Waylon Lewis

Here are Waylon Lewis’ answers to Boulder Housing Network’s four questions:

1. Where does housing rank amongst your priorities for the three-year term you are
seeking? What housing policies or programs will you advocate to include in Council’s 2024-2025 work plan?

Housing (and transportation) are integral to all three of my main priorities: homelessness/public safety solutions, climate crisis, and affordability. I bike toured with Jeremy and other staff at Boulder Housing Partners a month or two ago and at the end asked what could be done to accelerate affordability in Boulder. They answered that we could double the speed of what we’re creating, if there was support for it.

I’ve been to 3 housewarming parties over the last 10 years.

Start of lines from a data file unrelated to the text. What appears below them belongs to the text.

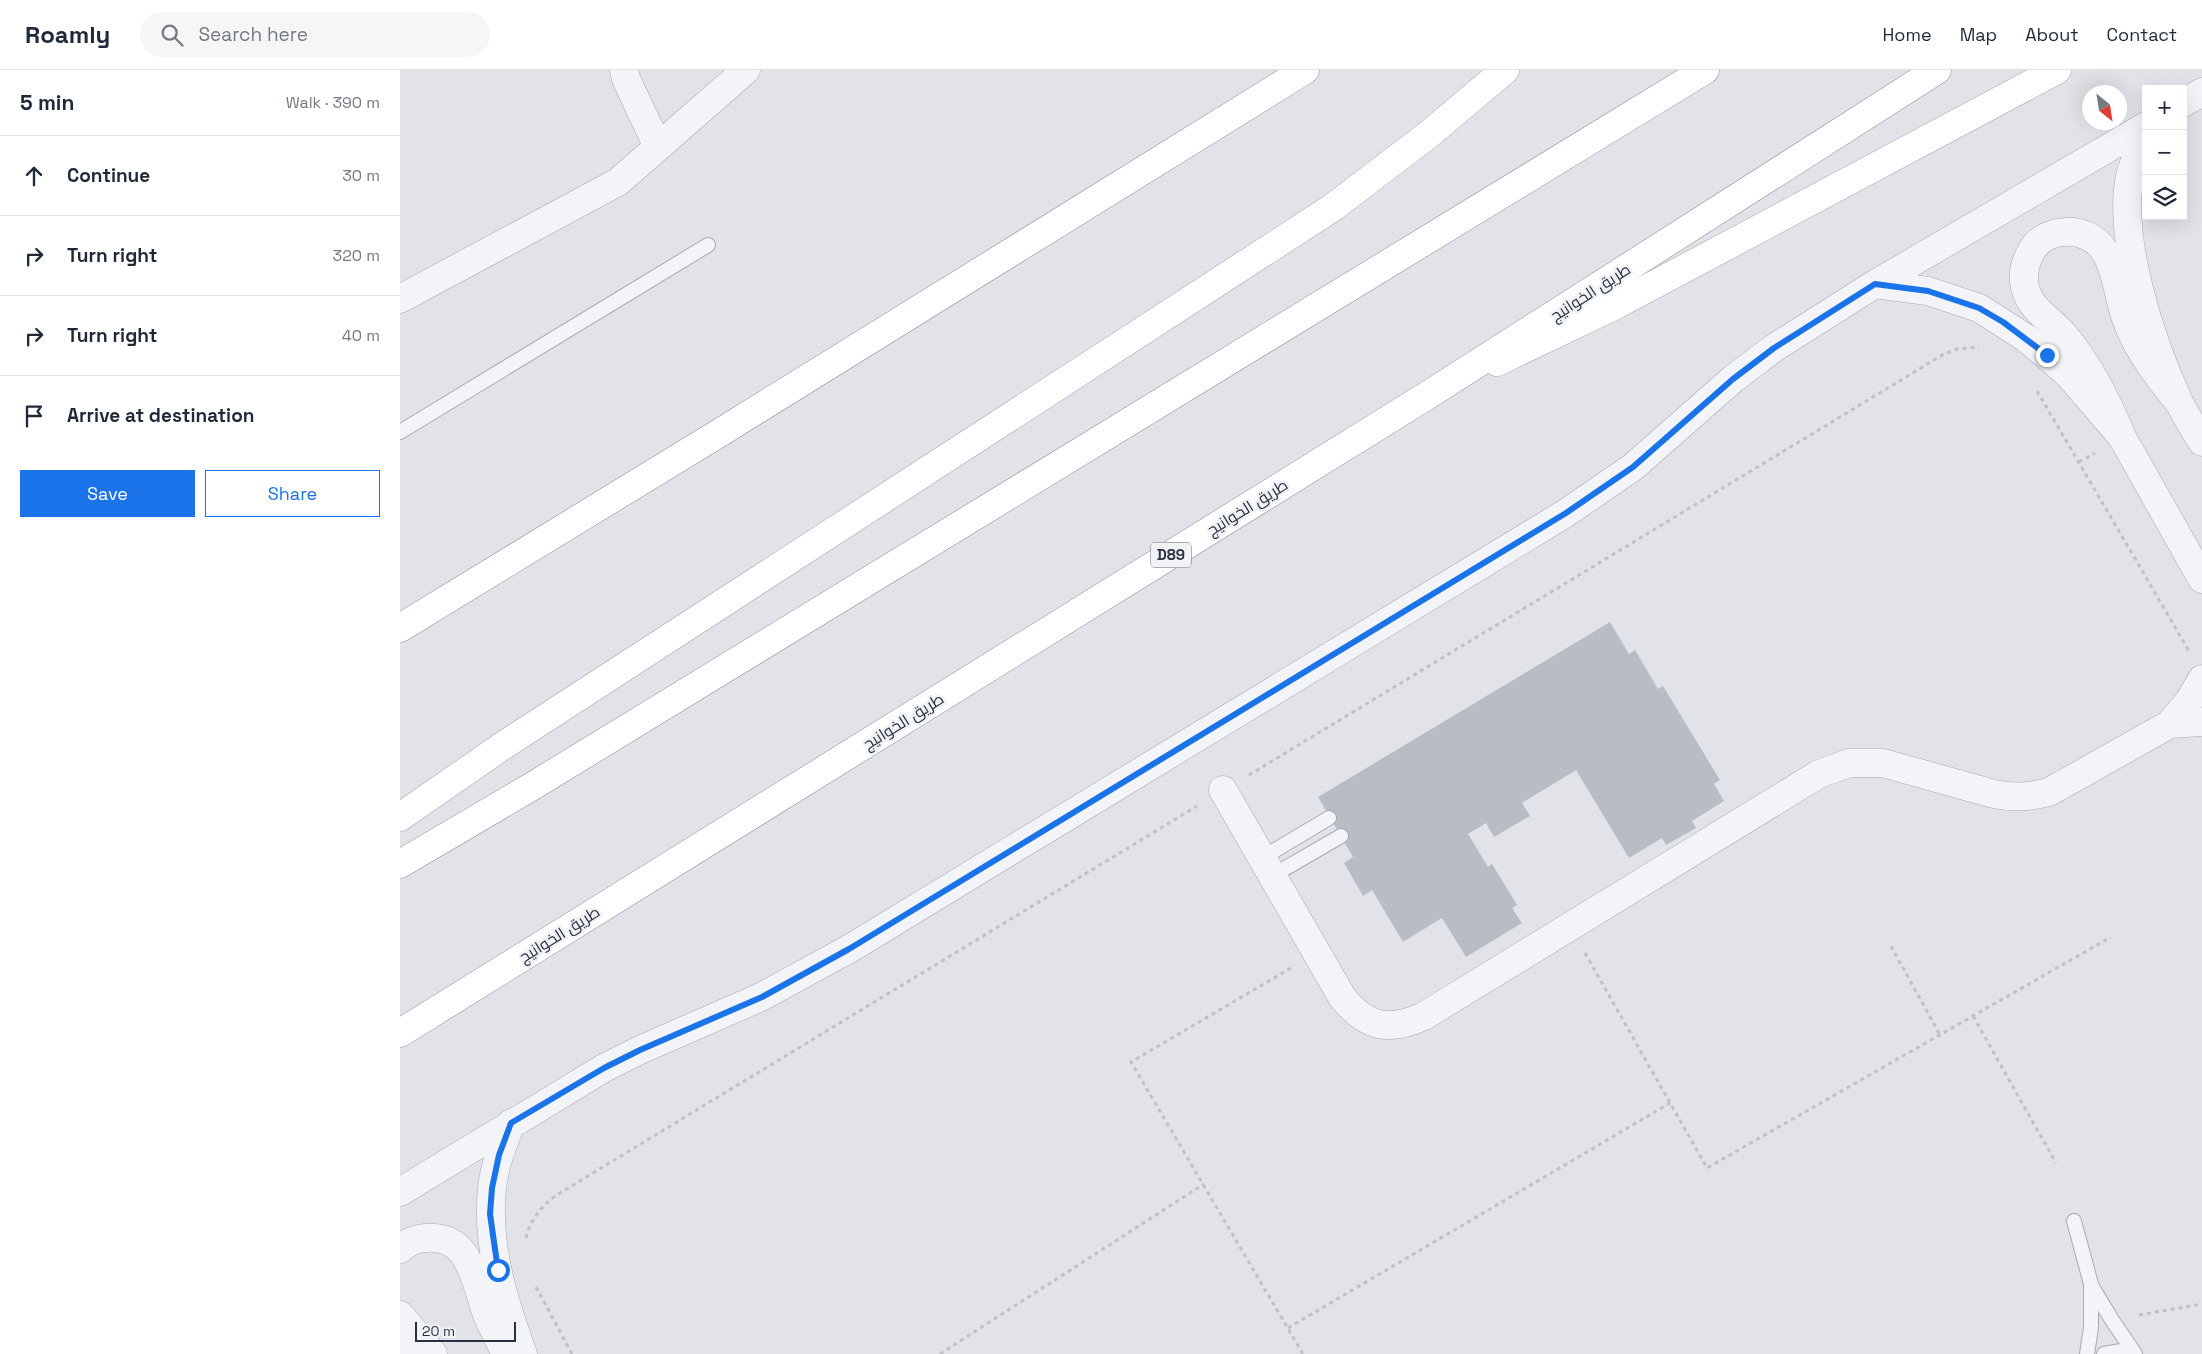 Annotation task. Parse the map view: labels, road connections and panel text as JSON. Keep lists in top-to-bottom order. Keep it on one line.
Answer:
{"streets":{"main road":["طريق الخوانيج","D89"]},"scale_bar":"20 m","north":"bottom right","page":{"header":"Roamly","search":"Search here","nav":["Home","Map","About","Contact"],"heading":["5 min","Walk · 390 m"],"map_buttons":["+","−"],"list":[["Continue","30 m"],["Turn right","320 m"],["Turn right","40 m"],"Arrive at destination"],"buttons":["Save","Share"],"scale":"20 m"}} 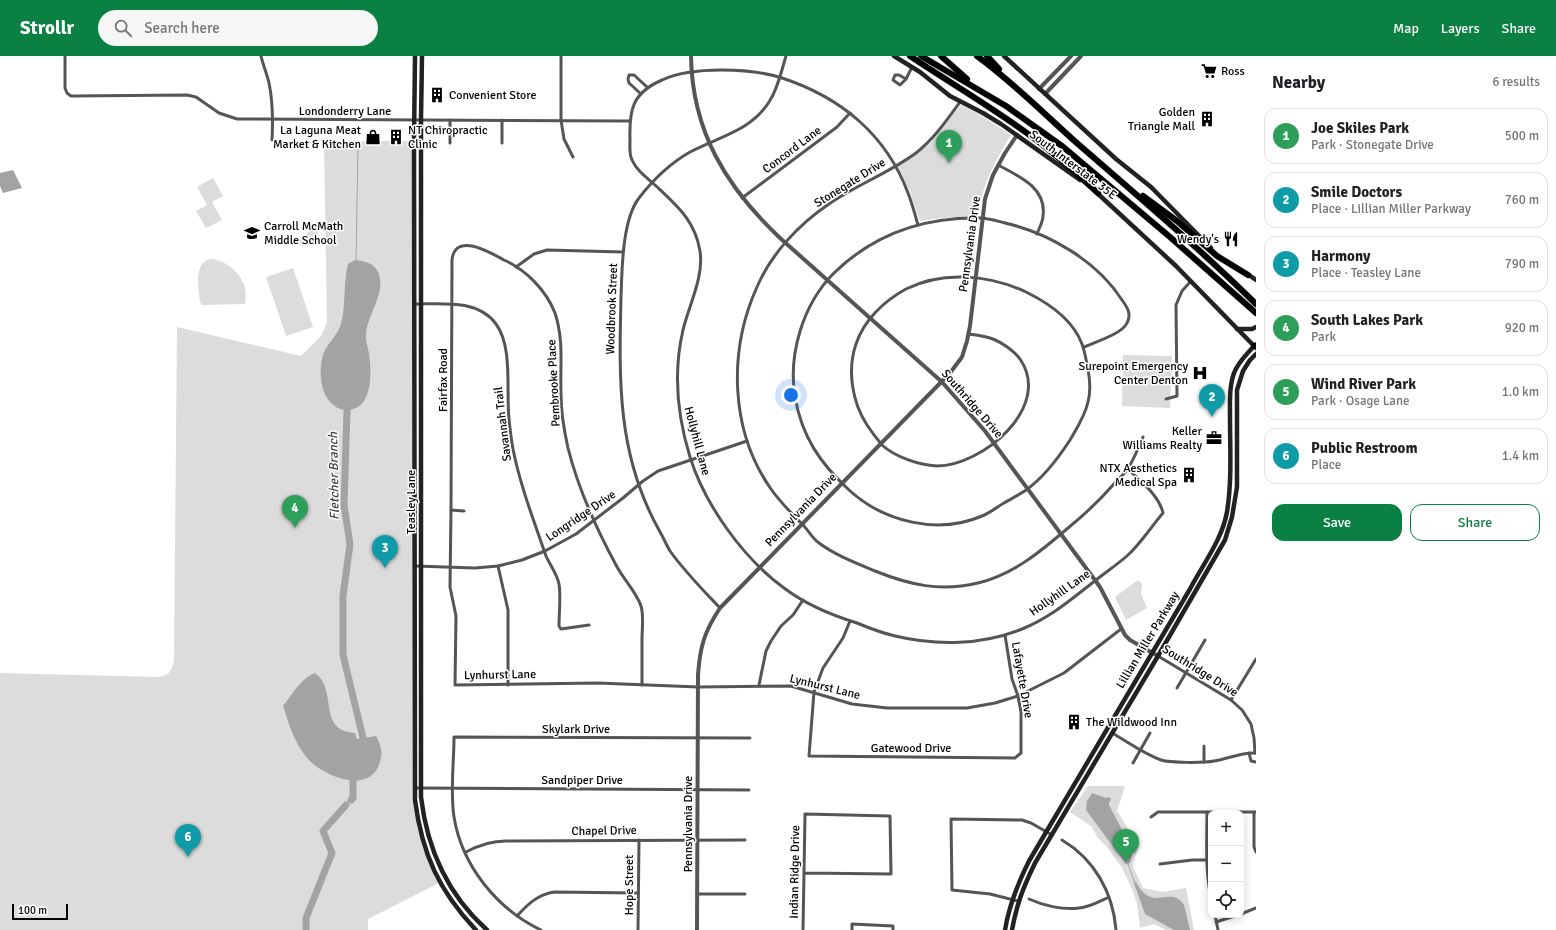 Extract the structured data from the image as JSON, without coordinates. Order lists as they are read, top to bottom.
{
  "streets": {
    "main road": ["South Interstate 35E", "Teasley Lane", "Lillian Miller Parkway"],
    "street": [
      "Londonderry Lane",
      "Concord Lane",
      "Stonegate Drive",
      "Pennsylvania Drive",
      "Woodbrook Street",
      "Fairfax Road",
      "Pembrooke Place",
      "Southridge Drive",
      "Savannah Trail",
      "Hollyhill Lane",
      "Longridge Drive",
      "Lynhurst Lane",
      "Lafayette Drive",
      "Skylark Drive",
      "Gatewood Drive",
      "Sandpiper Drive",
      "Chapel Drive",
      "Indian Ridge Drive",
      "Hope Street"
    ]
  },
  "crossings": [
    ["Londonderry Lane", "Hollyhill Lane"],
    ["Londonderry Lane", "Teasley Lane"],
    ["Concord Lane", "Southridge Drive"],
    ["Concord Lane", "Hollyhill Lane"],
    ["South Interstate 35E", "Stonegate Drive"],
    ["South Interstate 35E", "Pennsylvania Drive"],
    ["South Interstate 35E", "Lillian Miller Parkway"],
    ["Stonegate Drive", "Pennsylvania Drive"],
    ["Stonegate Drive", "Southridge Drive"],
    ["Stonegate Drive", "Hollyhill Lane"],
    ["Stonegate Drive", "Longridge Drive"],
    ["Pennsylvania Drive", "Woodbrook Street"],
    ["Pennsylvania Drive", "Southridge Drive"],
    ["Pennsylvania Drive", "Hollyhill Lane"],
    ["Pennsylvania Drive", "Lynhurst Lane"],
    ["Pennsylvania Drive", "Skylark Drive"],
    ["Pennsylvania Drive", "Sandpiper Drive"],
    ["Pennsylvania Drive", "Chapel Drive"],
    ["Woodbrook Street", "Southridge Drive"],
    ["Woodbrook Street", "Hollyhill Lane"],
    ["Woodbrook Street", "Longridge Drive"],
    ["Fairfax Road", "Pembrooke Place"],
    ["Fairfax Road", "Savannah Trail"],
    ["Fairfax Road", "Longridge Drive"],
    ["Fairfax Road", "Lynhurst Lane"],
    ["Pembrooke Place", "Longridge Drive"],
    ["Pembrooke Place", "Lynhurst Lane"],
    ["Southridge Drive", "Hollyhill Lane"],
    ["Southridge Drive", "Lillian Miller Parkway"],
    ["Southridge Drive", "Lynhurst Lane"],
    ["Savannah Trail", "Teasley Lane"],
    ["Savannah Trail", "Longridge Drive"],
    ["Hollyhill Lane", "Longridge Drive"],
    ["Hollyhill Lane", "Lafayette Drive"],
    ["Teasley Lane", "Longridge Drive"],
    ["Teasley Lane", "Sandpiper Drive"],
    ["Lynhurst Lane", "Lafayette Drive"],
    ["Lynhurst Lane", "Gatewood Drive"],
    ["Lafayette Drive", "Gatewood Drive"],
    ["Skylark Drive", "Sandpiper Drive"],
    ["Chapel Drive", "Hope Street"]
  ],
  "water": ["Fletcher Branch"],
  "places": {
    "supermarket": ["Ross"],
    "building": [
      "Convenient Store",
      "Golden Triangle Mall",
      "NT Chiropractic Clinic",
      "NTX Aesthetics Medical Spa",
      "The Wildwood Inn"
    ],
    "shop": ["La Laguna Meat Market & Kitchen"],
    "school or university": ["Carroll McMath Middle School"],
    "restaurant": ["Wendy's"],
    "hospital": ["Surepoint Emergency Center Denton"],
    "office": ["Keller Williams Realty"]
  },
  "scale_bar": "100 m",
  "page": {
    "header": "Strollr",
    "search": "Search here",
    "nav": ["Map", "Layers", "Share"],
    "heading": ["Nearby", "6 results"],
    "list": [
      {
        "mark": "1",
        "name": "Joe Skiles Park",
        "note": "Park · Stonegate Drive",
        "value": "500 m"
      },
      {
        "mark": "2",
        "name": "Smile Doctors",
        "note": "Place · Lillian Miller Parkway",
        "value": "760 m"
      },
      {
        "mark": "3",
        "name": "Harmony",
        "note": "Place · Teasley Lane",
        "value": "790 m"
      },
      {
        "mark": "4",
        "name": "South Lakes Park",
        "note": "Park",
        "value": "920 m"
      },
      {
        "mark": "5",
        "name": "Wind River Park",
        "note": "Park · Osage Lane",
        "value": "1.0 km"
      },
      {
        "mark": "6",
        "name": "Public Restroom",
        "note": "Place",
        "value": "1.4 km"
      }
    ],
    "pins": [
      "1",
      "2",
      "4",
      "3",
      "6",
      "5"
    ],
    "buttons": ["Save", "Share"],
    "map_buttons": ["+", "−"],
    "scale": "100 m"
  }
} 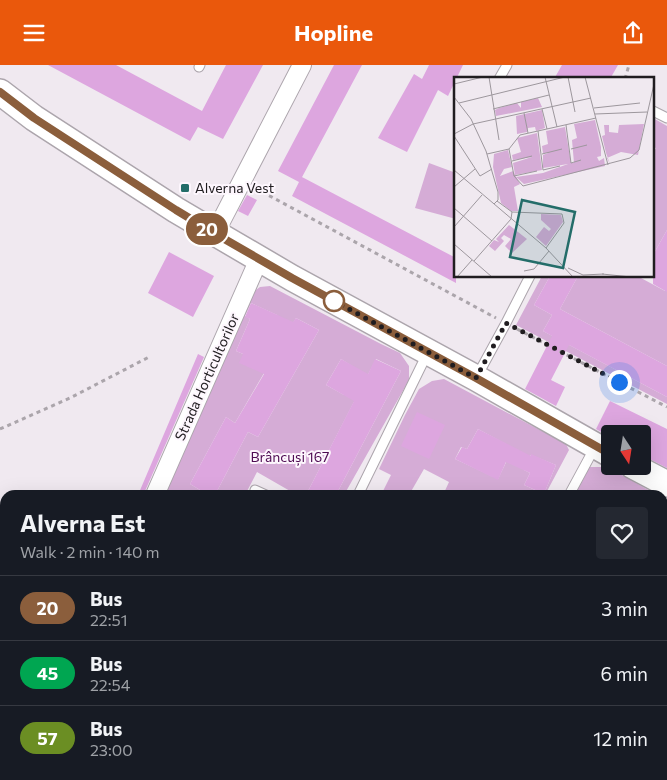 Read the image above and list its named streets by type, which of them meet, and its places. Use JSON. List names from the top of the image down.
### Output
{
  "streets": {
    "street": ["Strada Horticultorilor"]
  },
  "parks": ["Brâncuși 167"],
  "places": {
    "transit": ["Alverna Vest"]
  },
  "lines": ["bus line 20"],
  "north": "bottom",
  "page": {
    "header": "Hopline",
    "on_map": "20",
    "heading": ["Alverna Est", "Walk · 2 min · 140 m"],
    "list": [
      {
        "mark": "20",
        "name": "Bus",
        "note": "22:51",
        "value": "3 min"
      },
      {
        "mark": "45",
        "name": "Bus",
        "note": "22:54",
        "value": "6 min"
      },
      {
        "mark": "57",
        "name": "Bus",
        "note": "23:00",
        "value": "12 min"
      }
    ]
  }
} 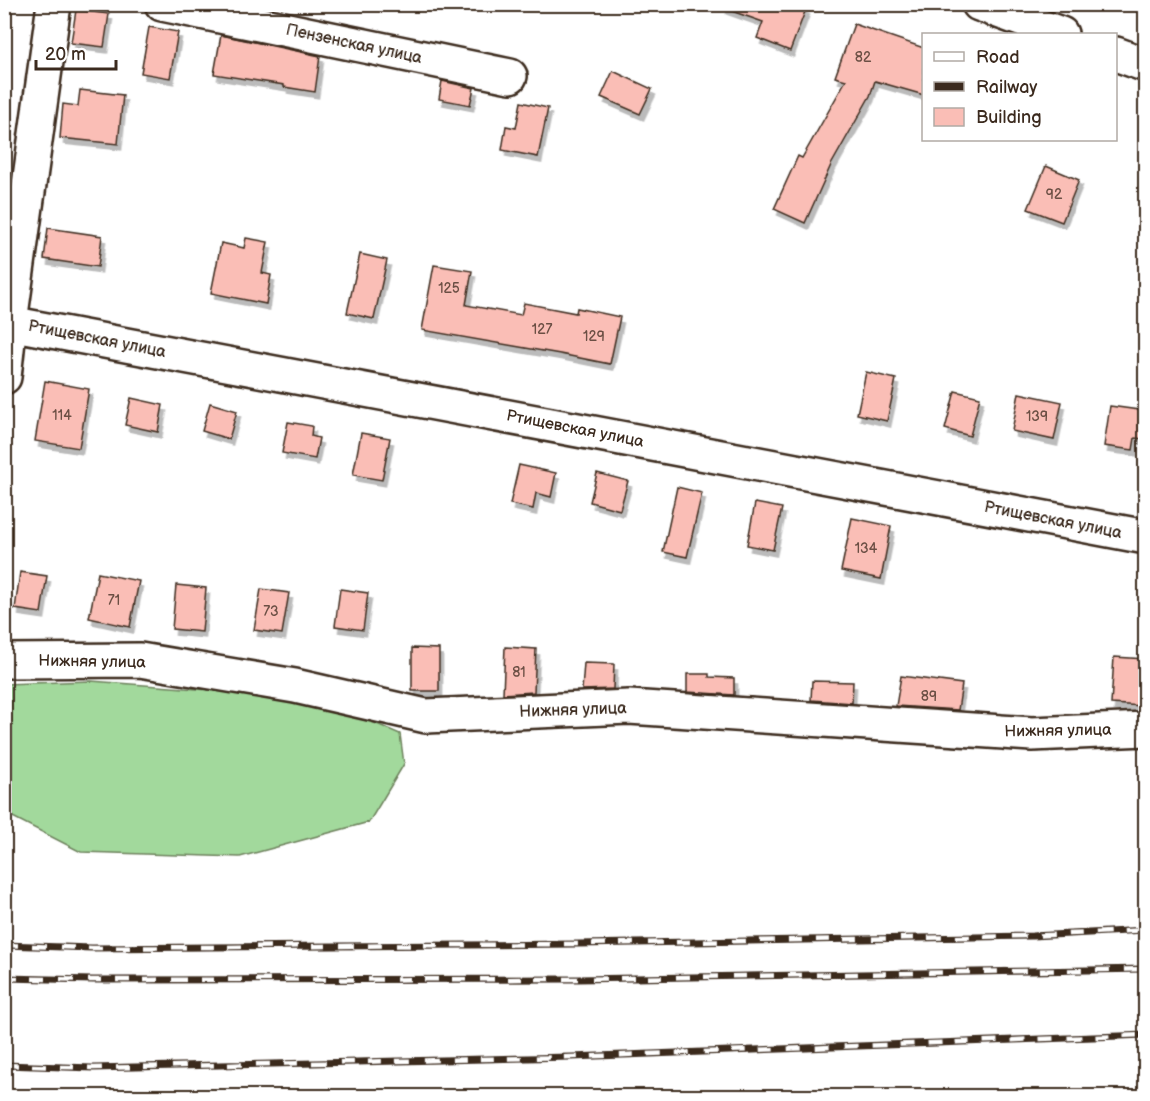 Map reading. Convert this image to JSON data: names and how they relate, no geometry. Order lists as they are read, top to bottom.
{
  "streets": {
    "street": ["Пензенская улица", "Ртищевская улица", "Нижняя улица"]
  },
  "house_numbers": [
    "82",
    "92",
    "125",
    "127",
    "129",
    "114",
    "139",
    "134",
    "71",
    "73",
    "81",
    "89"
  ],
  "legend": ["Road", "Railway", "Building"],
  "scale_bar": "20 m"
}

Most of my friends move away, due to housing costs. Boulder is also bleeding creativity and entrepreneurs, who can’t afford to make a start here. We need to focus not only on increased affordable housing, but the missing middle income housing that is vital to families, teachers, police, other employees who otherwise have to drive in each day or move away and work where they live.
I’m a fan of building affordable housing and missing middle, finding ways to do more of both, and quickly, and thoughtful, in an eco manner appropriate to our wonderful town—not waiting. This will require listening, coalition-building, and focus, not just talk. As a rare independent-minded candidate, I will work to ease the infighting and bring both “sides” together to address affordability, with urgency—and joy.

This town that we love so dearly needs it, or wither on the vine, a victim of our own success.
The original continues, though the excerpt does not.